Signed-off-by: Kristian Amlie <kristian.amlie@northern.tech>
Although somewhat rare, it seems to have more than 50% chance of
happening at least once in one of the state script tests of an
integration test run. What's happening is that when running `systemctl
restart mender-updated` from an `ArtifactReboot` script, systemd kills
the whole control group, including the script. This is fine in itself,
but if the script happens to terminate before Mender does, then it
will be recorded as an error, and the Mender will start on its error
path. What happens afterwards depends on how far it gets before it is
also killed. Usually it will not get further than executing the first
`ArtifactReboot_Error` script, but it could potentially go all the way
to a rollback.
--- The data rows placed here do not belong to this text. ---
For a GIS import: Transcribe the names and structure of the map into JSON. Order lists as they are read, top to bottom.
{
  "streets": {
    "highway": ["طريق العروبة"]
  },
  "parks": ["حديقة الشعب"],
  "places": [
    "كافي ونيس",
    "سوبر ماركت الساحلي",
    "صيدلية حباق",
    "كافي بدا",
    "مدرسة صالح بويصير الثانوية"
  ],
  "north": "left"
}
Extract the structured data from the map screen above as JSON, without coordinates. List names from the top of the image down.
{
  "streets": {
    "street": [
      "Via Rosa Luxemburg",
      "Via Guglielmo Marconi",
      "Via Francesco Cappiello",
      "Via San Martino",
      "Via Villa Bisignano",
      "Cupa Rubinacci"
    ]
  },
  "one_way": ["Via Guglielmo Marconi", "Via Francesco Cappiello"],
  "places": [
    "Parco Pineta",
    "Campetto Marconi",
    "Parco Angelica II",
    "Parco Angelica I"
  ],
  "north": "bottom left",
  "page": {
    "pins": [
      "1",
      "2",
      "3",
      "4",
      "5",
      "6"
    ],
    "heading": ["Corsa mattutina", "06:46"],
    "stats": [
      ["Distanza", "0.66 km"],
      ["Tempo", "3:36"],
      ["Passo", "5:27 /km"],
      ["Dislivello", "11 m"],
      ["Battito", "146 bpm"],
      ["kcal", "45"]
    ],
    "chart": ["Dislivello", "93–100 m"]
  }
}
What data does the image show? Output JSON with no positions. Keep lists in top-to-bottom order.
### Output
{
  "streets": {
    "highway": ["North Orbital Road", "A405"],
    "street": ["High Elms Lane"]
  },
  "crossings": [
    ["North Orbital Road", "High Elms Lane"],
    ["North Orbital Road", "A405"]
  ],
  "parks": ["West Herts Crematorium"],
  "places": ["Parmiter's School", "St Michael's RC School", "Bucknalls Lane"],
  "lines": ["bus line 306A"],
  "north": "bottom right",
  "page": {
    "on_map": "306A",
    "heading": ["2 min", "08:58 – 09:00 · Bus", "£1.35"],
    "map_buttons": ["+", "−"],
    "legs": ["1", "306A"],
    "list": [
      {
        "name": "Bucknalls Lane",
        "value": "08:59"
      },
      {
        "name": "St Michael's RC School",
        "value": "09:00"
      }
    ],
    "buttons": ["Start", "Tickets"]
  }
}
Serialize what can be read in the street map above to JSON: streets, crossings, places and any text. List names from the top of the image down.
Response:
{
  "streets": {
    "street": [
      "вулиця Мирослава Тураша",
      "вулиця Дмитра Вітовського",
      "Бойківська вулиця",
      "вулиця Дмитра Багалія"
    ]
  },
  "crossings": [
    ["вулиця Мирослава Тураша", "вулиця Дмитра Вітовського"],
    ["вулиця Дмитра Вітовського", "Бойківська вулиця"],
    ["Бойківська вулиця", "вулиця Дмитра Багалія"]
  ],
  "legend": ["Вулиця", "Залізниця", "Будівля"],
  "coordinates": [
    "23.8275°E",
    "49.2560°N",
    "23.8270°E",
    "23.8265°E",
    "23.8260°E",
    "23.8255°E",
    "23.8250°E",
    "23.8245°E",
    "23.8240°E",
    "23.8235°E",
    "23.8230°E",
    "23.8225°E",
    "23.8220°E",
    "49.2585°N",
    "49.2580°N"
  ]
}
Either of those is wrong.

The issue won't affect users of `rootfs-image`, since it uses
`NeedsArtifactReboot=Automatic`, which doesn't call the update
module's `ArtifactReboot`, but it can affect other means of running
`ArtifactReboot`, such as restarting it with systemctl after a package
upgrade.

The best way to mitigate this is to make sure the script survives
longer than Mender. This can be done in the script itself with a shell
`trap` or similar, since systemd sends SIGTERM first. But in order to
make this less surprising for users, switch systemd to kill the client
first in all cases, leaving scripts to be killed only if the
termination times out and it has to resort to SIGKILL.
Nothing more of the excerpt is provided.